Het Impressionisme: Claude Debussy

 

Het impressionisme is een overgangsperiode tussen de Romantiek en de Moderne tijd. In de muziek zie je dit ook goed: enerzijds is het een ontwikkeling die voortvloeit uit de Romantiek, maar anderzijds zijn er veel vernieuwende invloeden in de impressionistische muziek te ontwaren.

 

Het impressionisme was een stroming die in Frankrijk ontstond als een reactie tegen de loodzware Duitse romantiek. Het impressionisme manifesteerde zich eerst in de beeldende kunst, waarbij een groep schilders – aangevoerd door de schilder Monet met zijn ‘Impression,

soleil levant’ . De impressionisten schilderden wat zij waarnamen: in vaak lichte schildertoetsen gaven zij de alledaagse realiteit weer.
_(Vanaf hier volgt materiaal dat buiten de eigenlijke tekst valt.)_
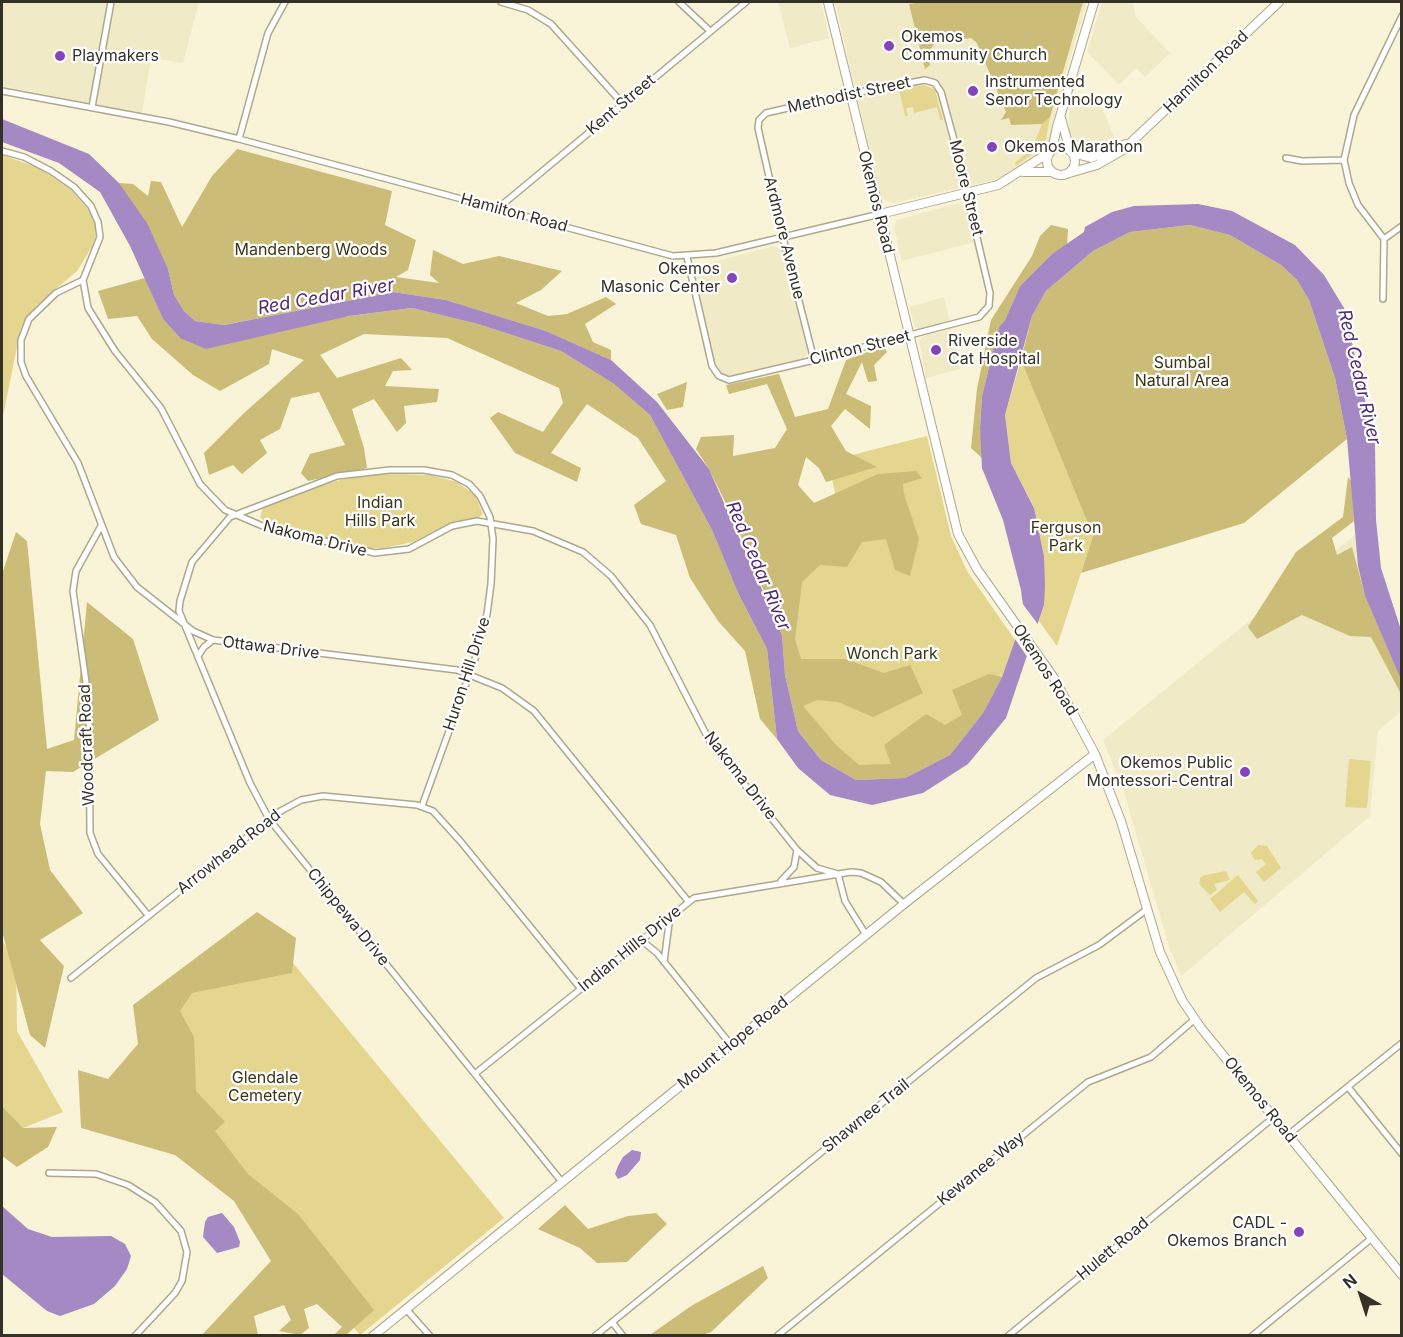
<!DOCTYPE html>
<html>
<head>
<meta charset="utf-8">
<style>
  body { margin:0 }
  #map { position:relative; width:1403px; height:1337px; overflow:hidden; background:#f9f4d8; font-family:Inter,sans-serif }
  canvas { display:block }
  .frame { position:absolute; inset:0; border:3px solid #343227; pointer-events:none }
  .north { position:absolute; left:1331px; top:1265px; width:60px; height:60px; -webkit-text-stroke:4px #fff; paint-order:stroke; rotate:321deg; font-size:16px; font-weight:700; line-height:24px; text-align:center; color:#343227 }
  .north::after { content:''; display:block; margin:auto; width:21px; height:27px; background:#343227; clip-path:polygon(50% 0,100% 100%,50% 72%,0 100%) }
</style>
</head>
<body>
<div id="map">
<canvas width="1403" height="1337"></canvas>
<div class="frame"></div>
<div class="north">N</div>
</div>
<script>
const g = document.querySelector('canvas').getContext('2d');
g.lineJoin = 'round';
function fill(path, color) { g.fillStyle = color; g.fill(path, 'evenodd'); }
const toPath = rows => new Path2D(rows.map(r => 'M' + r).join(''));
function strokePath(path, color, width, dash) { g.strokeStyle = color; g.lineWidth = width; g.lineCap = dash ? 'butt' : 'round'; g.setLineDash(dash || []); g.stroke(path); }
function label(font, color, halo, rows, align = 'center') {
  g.font = font + ' Inter,sans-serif'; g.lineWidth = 4.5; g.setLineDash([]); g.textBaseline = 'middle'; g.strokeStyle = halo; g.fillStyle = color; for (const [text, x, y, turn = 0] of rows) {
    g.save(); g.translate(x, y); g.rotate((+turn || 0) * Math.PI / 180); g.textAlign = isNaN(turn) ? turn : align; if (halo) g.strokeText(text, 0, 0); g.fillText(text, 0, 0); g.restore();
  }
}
fill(toPath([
  [2,2,199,2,183,63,151,58,142,113,2,86],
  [778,2,821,2,829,38,790,48],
  [835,2,1087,2,1056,106,1048,148,1015,170,994,180,895,203,885,201,880,195],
  [1102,2,1133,2,1136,17,1170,53,1145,77,1136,68,1119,85,1087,52],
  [1099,100,1117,144,1095,154,1079,152,1071,145,1068,132,1070,108],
  [959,203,967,209,975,242,902,261,894,228,897,220],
  [774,246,782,250,808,353,803,358,730,376,724,375,716,367,712,354,695,267],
  [944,297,950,322,919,329,915,327,909,307],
  [951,329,960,369,926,378,919,340,924,336],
  [1356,534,1358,566,1401,680,1401,711,1378,731,1370,816,1181,976,1169,947,1123,789,1103,740]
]), '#f1eac6');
fill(toPath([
  [924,85,935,90,943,120,940,120,937,107,914,113,913,107,906,108,908,116,905,116,899,90],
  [1050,117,1045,145,1016,166,1015,163,1032,148,1042,124],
  [2,155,39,168,71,190,94,216,97,231,93,245,77,271,37,305,21,327,2,421],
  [1021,360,1093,536,1057,646,1039,621,1044,605,1034,507,1011,463,1005,415],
  [927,436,951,536,967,571,1015,640,1002,677,950,755,856,780,798,731,783,512,840,515,828,461],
  [398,474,430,475,457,482,475,495,483,514,479,517,455,521,413,542,383,548,363,548,330,540,268,524,260,517,263,507,320,485,361,475],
  [1349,759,1371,761,1367,808,1345,807],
  [1258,845,1267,846,1281,868,1264,882,1256,872,1266,864,1262,859,1255,860,1251,853],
  [1226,871,1230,880,1214,884,1217,890,1210,895,1199,884,1201,876],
  [1238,875,1258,901,1255,904,1244,892,1220,912,1210,899],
  [254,916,504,1218,360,1335,235,1191,140,1009],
  [2,941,16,959,17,1031,63,1112,23,1128,2,1106]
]), '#e4d58f');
fill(toPath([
  [922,2,1083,2,1050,117,1042,124,1011,125,1009,118,1001,120,1006,112,977,43,971,38,935,43,930,50,930,65,925,69,909,4],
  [237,149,392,191,385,225,416,240,408,270,396,277,439,283,430,275,433,250,463,264,499,256,562,271,541,290,516,303,548,316,567,314,606,297,616,304,585,324,593,342,611,350,611,360,546,331,446,300,393,292,223,325,195,321,184,311,174,295,168,269,119,183,133,184,148,196,151,181,161,182,182,227,212,176],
  [1051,225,1068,229,1067,246,1052,254,1020,286,1005,320,999,327,982,396,980,428,983,459,971,448,977,389,991,320,1032,256,1040,236],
  [1190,225,1230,235,1281,265,1297,280,1309,300,1335,378,1347,439,1244,523,1081,573,1093,536,1021,360,1032,316,1046,291,1093,251,1130,232],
  [145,278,163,319,180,338,412,308,478,324,561,351,614,384,650,415,712,530,738,593,767,649,777,739,760,719,745,651,718,621,690,578,676,535,641,524,634,505,666,481,638,438,587,404,551,453,581,468,577,482,515,453,490,418,498,412,543,432,563,403,559,388,447,338,364,334,320,355,337,378,401,358,412,370,393,371,385,386,439,389,437,402,404,406,406,423,397,432,374,399,352,409,364,448,367,468,308,481,301,473,310,454,345,445,319,392,291,398,280,429,260,440,267,453,242,474,233,465,209,475,204,453,244,413,304,360,272,349,269,364,220,391,193,375,152,339,137,316,108,319,98,291],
  [884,346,887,352,874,365,877,381,868,382,862,362,846,394,871,406,870,429,845,409,831,426,846,451,877,467,826,482,819,468,806,457,798,485,814,503,878,474,916,471,922,478,903,484,904,494,919,539,910,576,895,570,886,539,862,542,847,567,820,565,802,582,795,639,801,659,845,659,884,673,910,665,923,693,873,717,838,702,817,700,803,706,837,746,859,765,891,764,884,745,926,714,945,725,962,715,952,690,989,674,1002,677,983,713,950,755,905,778,856,780,821,760,798,731,785,675,782,635,735,522,709,469,696,449,701,437,734,435,733,456,775,448,787,429,767,384,729,394,726,385,779,374,795,417,828,409,846,360],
  [687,382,683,407,667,410,657,394],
  [1348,477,1352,482,1354,521,1332,538,1337,555,1352,547,1365,596,1401,680,1401,694,1371,637,1350,636,1302,615,1257,639,1248,627,1296,552,1343,517],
  [16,532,27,541,47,749,74,740,87,602,133,639,159,720,73,772,46,771,40,824,50,870,83,913,40,940,64,966,45,1048,30,1035,2,931,2,574],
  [257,912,296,938,292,973,192,993,180,1011,194,1037,196,1091,225,1122,215,1131,248,1174,298,1214,374,1310,346,1335,334,1335,342,1327,317,1304,304,1309,309,1328,300,1335,279,1331,291,1320,284,1305,254,1316,258,1335,202,1335,271,1261,234,1201,175,1155,81,1128,78,1070,108,1079,138,1044,133,1005],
  [2,1106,23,1128,57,1127,48,1147,17,1167,2,1156],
  [565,1205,588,1229,628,1216,656,1213,667,1224,627,1262,597,1263,580,1248,538,1229],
  [763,1266,768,1278,711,1332,703,1335,650,1335,691,1306]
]), '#cbbc77');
fill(toPath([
  [2,119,89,154,119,183,147,223,168,269,174,295,184,311,195,321,224,325,393,292,446,300,546,331,611,360,657,402,709,469,782,635,785,675,798,731,821,760,856,780,905,778,950,755,983,713,1002,677,1015,640,1024,613,1021,590,1003,520,982,468,980,428,982,396,999,327,1005,320,1020,286,1052,254,1084,232,1085,227,1112,212,1134,206,1198,204,1232,211,1295,245,1324,275,1344,308,1375,443,1376,520,1381,568,1401,630,1401,680,1365,596,1358,566,1347,439,1335,378,1309,300,1297,280,1281,265,1230,235,1190,225,1130,232,1093,251,1046,291,1032,316,1005,415,1011,463,1034,508,1044,557,1045,587,1044,605,1006,718,968,764,923,793,872,805,830,795,798,768,777,739,767,649,738,593,712,530,650,415,614,384,561,351,478,324,412,308,349,316,206,349,180,338,163,319,130,246,100,192,59,163,2,142],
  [632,1150,641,1152,640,1160,627,1175,618,1179,615,1174,618,1166,623,1157],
  [2,1206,28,1229,52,1237,111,1236,125,1244,131,1256,127,1269,115,1286,94,1304,60,1316,47,1311,2,1274],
  [222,1213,234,1227,240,1242,239,1247,217,1253,203,1237,205,1222,208,1217]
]), '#a589c4');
fill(toPath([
  [1019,599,1040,627,1028,658,1013,636,1021,613]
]), '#f9f4d8');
const street = toPath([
  [501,2,528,10,551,24,623,104],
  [679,2,710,31],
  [2,91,169,122,239,139,673,256,716,253,880,214],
  [92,107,111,2],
  [239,139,268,33,285,2],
  [2,151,24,157,51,171,74,187,91,206,98,222,100,237,83,280,88,308,115,351,161,408,200,484,225,510,265,527,375,553,409,549,452,526,477,521,533,531,583,552,611,576,650,625,709,740,797,850,817,868,838,874,845,901,866,935],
  [1286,158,1302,161,1344,160],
  [497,209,746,2],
  [1384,239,1358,205,1349,183,1344,160,1354,115,1402,16],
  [1384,239,1402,226],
  [687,257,712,366,719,376,729,380,814,360,979,317,989,306,990,293,954,140,941,92,935,83,925,80,849,94,766,113,759,120,758,128,783,238,814,360],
  [83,280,56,293,29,319,21,340,21,362,26,376,78,463,114,557,137,587,193,631,213,640,457,670,502,688,534,711,688,901],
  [1383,299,1384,239],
  [101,526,76,571,73,591,89,703,90,833,98,854,148,915],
  [198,656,204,647,213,640],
  [422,806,475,659,487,614,491,584,493,539,490,517,480,496,469,484,452,475,424,470,390,470,337,476,230,517,192,562,180,601,179,611,250,783,269,819,562,1182],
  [781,881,794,867,797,850],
  [641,940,657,953,731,1045],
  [664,962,670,916],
  [71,978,277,813,301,800,323,796,417,805,433,811,461,842,581,989],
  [476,1073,694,898,851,872,861,873,881,882,904,904],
  [1348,1087,1402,1154],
  [1288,1135,1402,1043],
  [49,1173,96,1174,128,1185,155,1202,181,1231,187,1252,182,1281,175,1293,135,1336],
  [406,1309,430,1336],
  [612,1322,623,1336],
  [595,1336,1036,978,1099,945,1146,910],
  [777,1336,1088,1082,1151,1057,1195,1019],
  [1008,1336,1274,1117],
  [1252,1336,1372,1238]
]);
const secondary = toPath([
  [828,2,958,534,977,569,1054,678,1095,754,1121,821,1160,952,1182,1000,1201,1028,1402,1275],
  [1061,118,1070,151],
  '1047 161a14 14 0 1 1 28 0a14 14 0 1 1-28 0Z',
  [1052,150,1057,127,1094,2],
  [1072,153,1091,158,1126,144],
  [1023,172,1052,172],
  [1066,174,1097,165,1123,150,1279,2],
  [880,214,998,185,1050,152],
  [373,1336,904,904,1095,754]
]);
strokePath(street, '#ada88d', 8);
strokePath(secondary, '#ada88d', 10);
strokePath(street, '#fff', 5);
strokePath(secondary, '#fff', 8);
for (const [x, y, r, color] of [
  [889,46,6,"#8445bb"],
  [60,56,6,"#8445bb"],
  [973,91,6,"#8445bb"],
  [992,147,6,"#8445bb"],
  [732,278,6,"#8445bb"],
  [936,350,6,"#8445bb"],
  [1245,772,6,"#8445bb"],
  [1299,1232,6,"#8445bb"]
]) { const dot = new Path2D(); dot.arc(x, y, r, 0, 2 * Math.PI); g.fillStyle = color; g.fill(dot); strokePath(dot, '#fff', 2); }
label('16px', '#343227', '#fff', [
  ["Okemos",901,37],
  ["Community Church",901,55],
  ["Playmakers",72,56],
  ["Instrumented",985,82],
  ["Senor Technology",985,100],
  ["Okemos Marathon",1004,147],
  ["Okemos",720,269,"right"],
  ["Masonic Center",720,287,"right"],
  ["Riverside",948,341],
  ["Cat Hospital",948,359],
  ["Okemos Public",1233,763,"right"],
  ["Montessori-Central",1233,781,"right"],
  ["CADL -",1287,1223,"right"],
  ["Okemos Branch",1287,1241,"right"]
], 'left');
label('16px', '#343227', '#fff', [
  ["Hamilton Road",1206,72,-44],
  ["Methodist Street",849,95,-12],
  ["Kent Street",621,105,-40],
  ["Moore Street",966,188,76],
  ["Okemos Road",876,202,76],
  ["Hamilton Road",514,213,15],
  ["Ardmore Avenue",784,238,76],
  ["Clinton Street",860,348,-14],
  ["Nakoma Drive",315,539,14],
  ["Ottawa Drive",271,648,7],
  ["Okemos Road",1045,670,57],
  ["Huron Hill Drive",467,674,-72],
  ["Woodcraft Road",87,745,-92],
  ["Nakoma Drive",740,776,52],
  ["Arrowhead Road",229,852,-38],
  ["Chippewa Drive",348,917,51],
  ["Indian Hills Drive",630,949,-39],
  ["Mount Hope Road",733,1043,-39],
  ["Okemos Road",1260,1100,51],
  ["Shawnee Trail",866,1116,-39],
  ["Kewanee Way",981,1169,-39],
  ["Hulett Road",1113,1249,-40]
]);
label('16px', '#3c3617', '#fff', [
  ["Mandenberg Woods",311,250],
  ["Sumbal",1182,363],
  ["Natural Area",1182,381],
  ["Indian",380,503],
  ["Hills Park",380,521],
  ["Ferguson",1066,528],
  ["Park",1066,546],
  ["Wonch Park",892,654],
  ["Glendale",265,1078],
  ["Cemetery",265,1096]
]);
label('italic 18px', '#502a72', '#fff', [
  ["Red Cedar River",326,297,-10],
  ["Red Cedar River",1359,377,77],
  ["Red Cedar River",758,566,67]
]);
</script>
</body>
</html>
Het licht/ de sfeer van het moment was daarbij van belang.

 

In Frankrijk maakte Claude Debussy impressionistische composities: ook al sloot zijn gevoelige muziek nog wel aan bij de ideeën van de Romantiek, toch bracht hij veel nieuwe ideeën in zijn muziek tot uiting. Hij ontwikkelde een nieuwe, rijke harmonie en probeerde bepaalde gevoelens of gewaarwordingen in zijn muziek te verklanken. Bij nadere beschouwing is de aanpak van Debussy totaal anders dan die van de romantische componisten: hij vermeed bij toonkleuring de massieve romantische tonen, door subtiele, mysterieuze, klankflarden te componeren. Zijn harmonieën klinken enigszins vaag en tastend. Vaak maakt hij gebruik van klankakkoorden die ‘vreemd’ en suggestief zijn. Zijn muziek is vaak sferisch en is grillig en quasi-improvisatorisch van karakter. Je zou deze muziek mogelijk ook wel filmisch kunnen noemen.